Bouaflé, 23 fév 2026 (AIP)- L’évêque du diocèse de Daloa, Mgr Marcellin Yao Kouadio, a mis en lumière la signification profonde du carême, à l’occasion de la consécration de la chapelle Sainte Thérèse de l’enfant Jésus d’Akakro (département de Bouaflé), samedi 21 février 2026.
« Le carême chrétien est un temps de pénitence et de conversion qui tourne autour de trois piliers : l’aumône, la prière et le jeûne », a rappelé Mgr Yao, aux fidèles. Dans un contexte où plusieurs traditions religieuses pratiquent également le jeûne, l’évêque a tenu à souligner ce qui fonde l’identité propre du carême chrétien.
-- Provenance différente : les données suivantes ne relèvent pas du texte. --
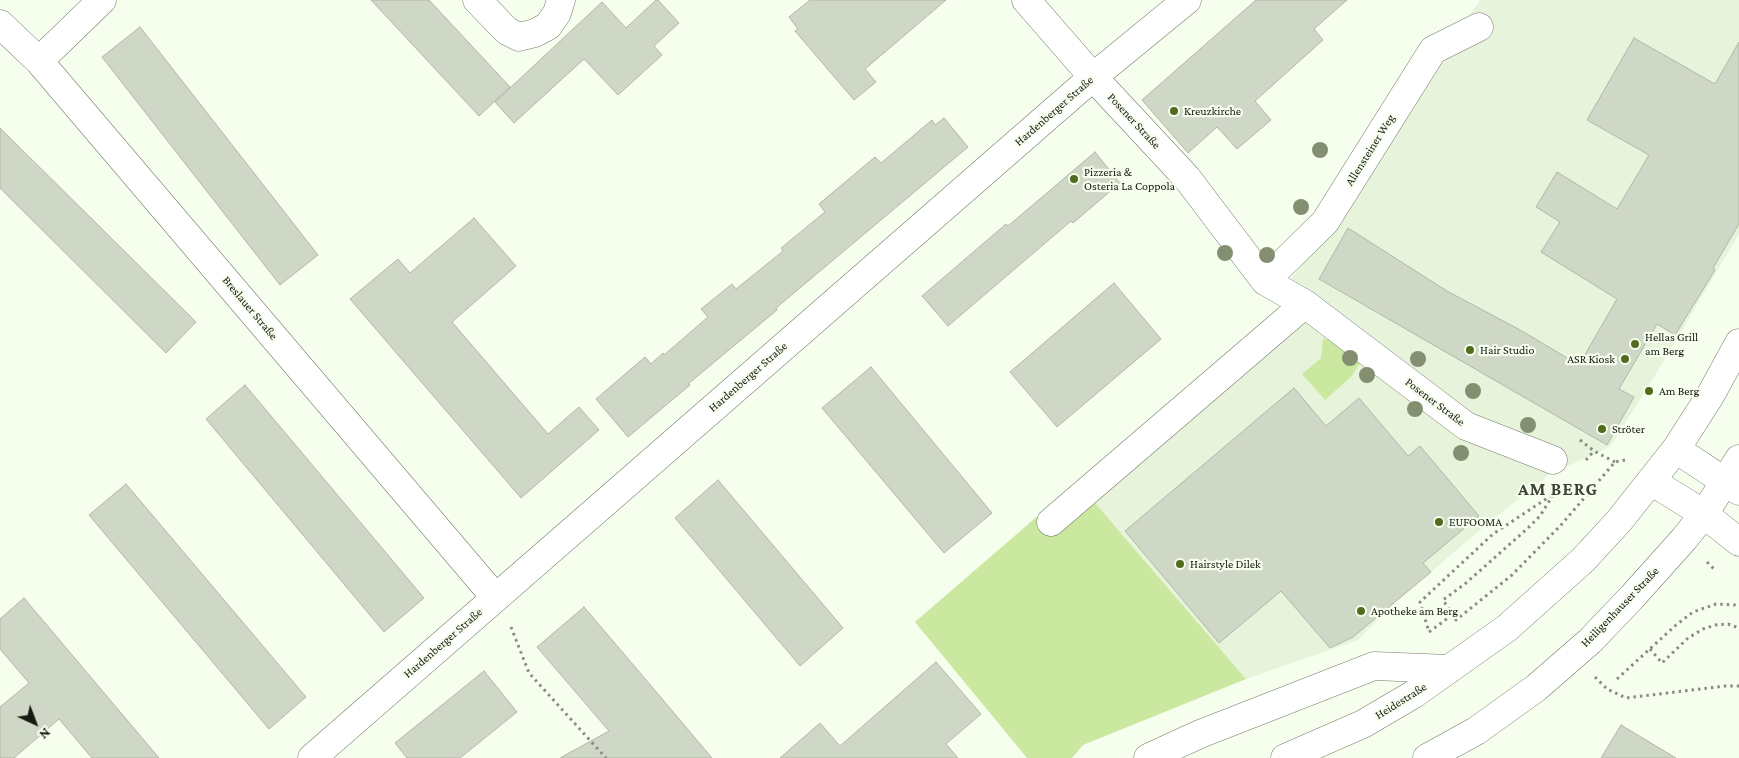 <!DOCTYPE html>
<html>
<head>
<meta charset="utf-8">
<style>
	body { margin:0 }
	#map { position:relative; width:1739px; height:758px; overflow:hidden; background:#f6feed; font-family:"Crimson Pro",serif }
	canvas { display:block }
	.north { position:absolute; left:10px; top:698px; width:50px; height:50px; -webkit-text-stroke:4px #f6feed; paint-order:stroke; rotate:137deg; font-size:14px; font-weight:700; line-height:20px; text-align:center; color:#171913 }
	.north::after { content:''; display:block; margin:auto; width:18px; height:22px; background:#171913; clip-path:polygon(50% 0,100% 100%,50% 72%,0 100%) }
</style>
</head>
<body>
<div id="map">
<canvas width="1739" height="758"></canvas>
<div class="north">N</div>
</div>
<script>
const context = document.querySelector('canvas').getContext('2d');
context.lineJoin = 'round';
function paint(path, color) { context.fillStyle = color; context.fill(path, 'evenodd'); }
const shape = rows => new Path2D(rows.map(r => 'M' + r).join(''));
function trace(path, color, width, dash) { context.strokeStyle = color; context.lineWidth = width; context.lineCap = dash ? 'butt' : 'round'; context.setLineDash(dash || []); context.stroke(path); }
function label(font, color, halo, rows, align = 'center') {
  context.font = font + ' "Crimson Pro",serif'; context.lineWidth = 4.5; context.setLineDash([]); context.textBaseline = 'middle'; context.strokeStyle = halo; context.fillStyle = color; for (const [text, x, y, turn = 0] of rows) {
    context.save(); context.translate(x, y); context.rotate((+turn || 0) * Math.PI / 180); context.textAlign = isNaN(turn) ? turn : align; if (halo) context.strokeText(text, 0, 0); context.fillText(text, 0, 0); context.restore();
  }
}
paint(shape([
	[1480,0,1739,0,1739,234,1656,374,1610,447,1550,474,1492,520,1392,605,1358,640,1246,679,1077,482,1308,291,1291,280]
]), '#e8f3db');
paint(shape([
	[1323,339,1340,339,1361,361,1352,376,1325,400,1302,374,1321,358],
	[1077,482,1246,679,1083,745,1072,758,1027,758,915,622]
]), '#cae89f');
const building = shape([
	[371,0,429,0,510,87,479,116,371,0],
	[656,0,658,0,679,23,654,46,662,55,618,95,584,59,514,123,495,102,602,2,626,28,656,0],
	[810,0,946,0,865,69,876,82,854,100,795,31,798,29,789,17,810,0],
	[1256,0,1347,0,1314,29,1323,40,1255,101,1271,120,1237,149,1217,127,1188,153,1142,100,1256,0],
	[140,27,318,255,280,285,102,57,140,27],
	[1634,38,1715,84,1739,42,1739,224,1713,268,1715,270,1675,335,1657,324,1619,389,1634,397,1607,445,1319,279,1348,228,1447,291,1522,331,1579,365,1617,299,1541,252,1560,222,1536,207,1557,172,1617,209,1649,155,1587,120,1634,38],
	[944,118,968,147,776,308,777,310,688,384,690,385,628,437,596,399,645,357,651,364,663,353,664,355,708,317,701,309,732,284,736,289,783,251,781,248,825,212,819,204,875,157,881,163,932,120,935,125,944,118],
	[0,128,196,322,166,353,0,188,0,128],
	[1095,152,1120,183,1073,223,1071,221,948,326,922,296,1006,224,1008,226,1095,152],
	[474,218,516,266,452,322,548,434,579,407,599,430,521,498,350,299,398,259,410,273,474,218],
	[1114,283,1161,339,1057,427,1010,372,1114,283],
	[871,367,992,513,944,553,822,408,871,367],
	[245,385,424,598,384,632,206,419,245,385],
	[1294,388,1326,426,1359,398,1408,456,1420,446,1479,516,1423,563,1431,572,1353,637,1330,648,1281,591,1219,643,1125,531,1294,388],
	[718,480,843,628,800,666,675,518,718,480],
	[126,484,306,697,269,729,89,515,126,484],
	[24,598,89,675,159,758,92,758,59,719,14,758,0,758,0,707,29,683,0,649,0,619,24,598],
	[584,607,647,681,712,758,560,758,609,731,537,647,584,607],
	[936,662,981,714,946,744,958,758,780,758,820,723,840,746,936,662],
	[484,671,517,712,460,758,407,758,395,743,484,671],
	[1621,725,1676,758,1601,758,1621,725]
]);
paint(building, '#cfd7c6');
trace(building, '#b1b8a8', 1);
const minor = shape([
	[477,0,507,31,519,37,535,33,548,26,557,13,561,0],
	[1026,0,1093,77,1187,178,1265,281,1305,304,1466,426,1553,460],
	[0,24,39,61,495,597],
	[39,61,102,0],
	[1265,281,1325,222,1433,50,1479,27],
	[1676,449,1739,491],
	[1651,481,1704,514,1739,542],
	[1051,522,1305,304],
	[312,758,1093,77,1187,0],
	[1148,758,1200,734,1374,666,1449,669]
]);
const major = shape([
	[1285,758,1363,724,1414,694,1507,628,1583,560,1619,521,1676,449,1710,396,1739,343],
	[1427,758,1476,731,1536,688,1590,641,1632,597,1684,539,1704,514,1739,459]
]);
trace(minor, '#747b6c', 29);
trace(major, '#747b6c', 29);
trace(shape([
	[1580,440,1594,451,1615,462],
	[1586,460,1594,451],
	[1553,495,1540,516,1528,528,1466,583,1443,600,1456,620,1512,575,1561,525,1615,462,1625,460],
	[1707,562,1714,569],
	[1452,615,1429,632,1420,602,1493,534,1552,495],
	[511,627,529,673,606,758],
	[1650,649,1662,663,1688,638,1703,629,1715,625,1728,624,1739,628],
	[1595,677,1607,689,1626,698,1725,686,1739,686],
	[1617,679,1676,625,1693,612,1716,604,1735,605,1739,607]
]), '#888d82', 3, [2.5, 4]);
trace(minor, '#fff', 28);
trace(major, '#fff', 28);
context.fillStyle = '#848f72';
for (const [x, y] of [
	[1320,150],
	[1301,207],
	[1225,253],
	[1267,255],
	[1350,358],
	[1418,359],
	[1367,375],
	[1473,391],
	[1415,409],
	[1528,425],
	[1461,453]
]) { context.beginPath(); context.arc(x, y, 8, 0, 2 * Math.PI); context.fill(); }
for (const [x, y, r, color] of [
	[1174,111,5,"#516c1f"],
	[1074,179,5,"#516c1f"],
	[1635,344,5,"#516c1f"],
	[1470,350,5,"#516c1f"],
	[1625,359,5,"#516c1f"],
	[1649,391,5,"#516c1f"],
	[1602,429,5,"#516c1f"],
	[1439,522,5,"#516c1f"],
	[1180,564,5,"#516c1f"],
	[1361,611,5,"#516c1f"]
]) { const dot = new Path2D(); dot.arc(x, y, r, 0, 2 * Math.PI); context.fillStyle = color; context.fill(dot); trace(dot, '#f6feed', 2); }
label('12px', '#171913', '#f6feed', [
	["Hardenberger Straße",1054,111,-41],
	["Posener Straße",1134,121,47],
	["Allensteiner Weg",1370,150,-58],
	["Breslauer Straße",250,308,50],
	["Hardenberger Straße",748,377,-41],
	["Posener Straße",1435,402,37],
	["Heiligenhauser Straße",1620,607,-46],
	["Hardenberger Straße",443,643,-41],
	["Heidestraße",1401,701,-32]
]);
label('12px', '#171913', '#f6feed', [
	["Kreuzkirche",1184,111],
	["Pizzeria &",1084,172],
	["Osteria La Coppola",1084,186],
	["Hellas Grill",1645,337],
	["am Berg",1645,351],
	["Hair Studio",1480,350],
	["ASR Kiosk",1615,359,"right"],
	["Am Berg",1659,391],
	["Ströter",1612,429],
	["EUFOOMA",1449,522],
	["Hairstyle Dilek",1190,564],
	["Apotheke am Berg",1371,611]
], 'left');
context.letterSpacing = '1px';
label('bold 18px', '#3d4335', '#f6feed', [
	["AM BERG",1558,489]
]);
context.letterSpacing = '0px';
</script>
</body>
</html>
Evoquant la religion juive et l’islam, il a expliqué que le jeûne ne constitue pas une spécificité exclusivement chrétienne. Héritière de l’Ancien Testament, la tradition juive connaît depuis longtemps cette pratique spirituelle. Chez les musulmans aussi, le jeûne occupe une place centrale dans la relation à Dieu. Même dans la tradition africaine, a-t-il souligné, en partageant un souvenir familial, des périodes de jeûne ont marqué l’histoire et les luttes du pays.
Pour l’évêque de Daloa, la différence réside moins dans la pratique elle-même que dans l’esprit qui l’anime. « Quand vous jeûnez, quand vous faites l’aumône, quand vous priez, Jésus nous dit dans quel esprit nous devons le faire », a-t-il insisté. Le carême chrétien est ainsi présenté comme un véritable combat spirituel contre le péché, l’injustice et le mensonge.
Au-delà des principes, Mgr Marcellin Yao Kouadio a invité chacun à prendre des résolutions concrètes. L’élève régulièrement en retard est appelé à cultiver la ponctualité. Le fonctionnaire tenté par l’absentéisme ou distrait par son téléphone doit retrouver le sens du devoir et de la responsabilité. « Chacun doit prendre des résolutions », a-t-il exhorté.
Le carême devient ainsi un temps de discipline personnelle et de transformation intérieure, qui engage toutes les dimensions de la vie quotidienne.
S’appuyant sur l’Evangile, l’évêque a également médité sur l’appel de Lévi, le collecteur d’impôts rejeté par ses contemporains. Malgré sa mauvaise réputation, Jésus l’appelle, et celui-ci répond immédiatement. Face aux critiques des scribes et des pharisiens, Jésus affirme : « Ce ne sont pas les bien portants qui ont besoin du médecin, mais les malades. Je suis venu appeler non pas les justes, mais les pécheurs. »
A travers cet épisode, Mgr Marcellin Yao Kouadio a rappelé que Jésus est le visage visible du Dieu miséricordieux. Il purifie les cœurs et ouvre à chacun un chemin de conversion, notamment par le sacrement de la pénitence.
« Mettons à profit ce temps pour nous réconcilier avec Dieu et avec nos frères et sœurs », a-t-il conclu, invitant les fidèles à vivre le carême comme une véritable marche vers la réconciliation et le renouveau spirituel.
La chapelle Sainte Thérèse de l’enfant Jésus a été offerte par Nanan Adjé Privat, chef du village d’Akakro, et les membres de sa famille. Elle relève de la paroisse Sainte Joséphine Bakhita de Bozi, dans le département de Bouaflé, au sein du diocèse de Daloa. La cérémonie de consécration a été marquée par des prières, des chants, des offrandes et la bénédiction du sanctuaire marial, traduisant la joie et la reconnaissance des fidèles.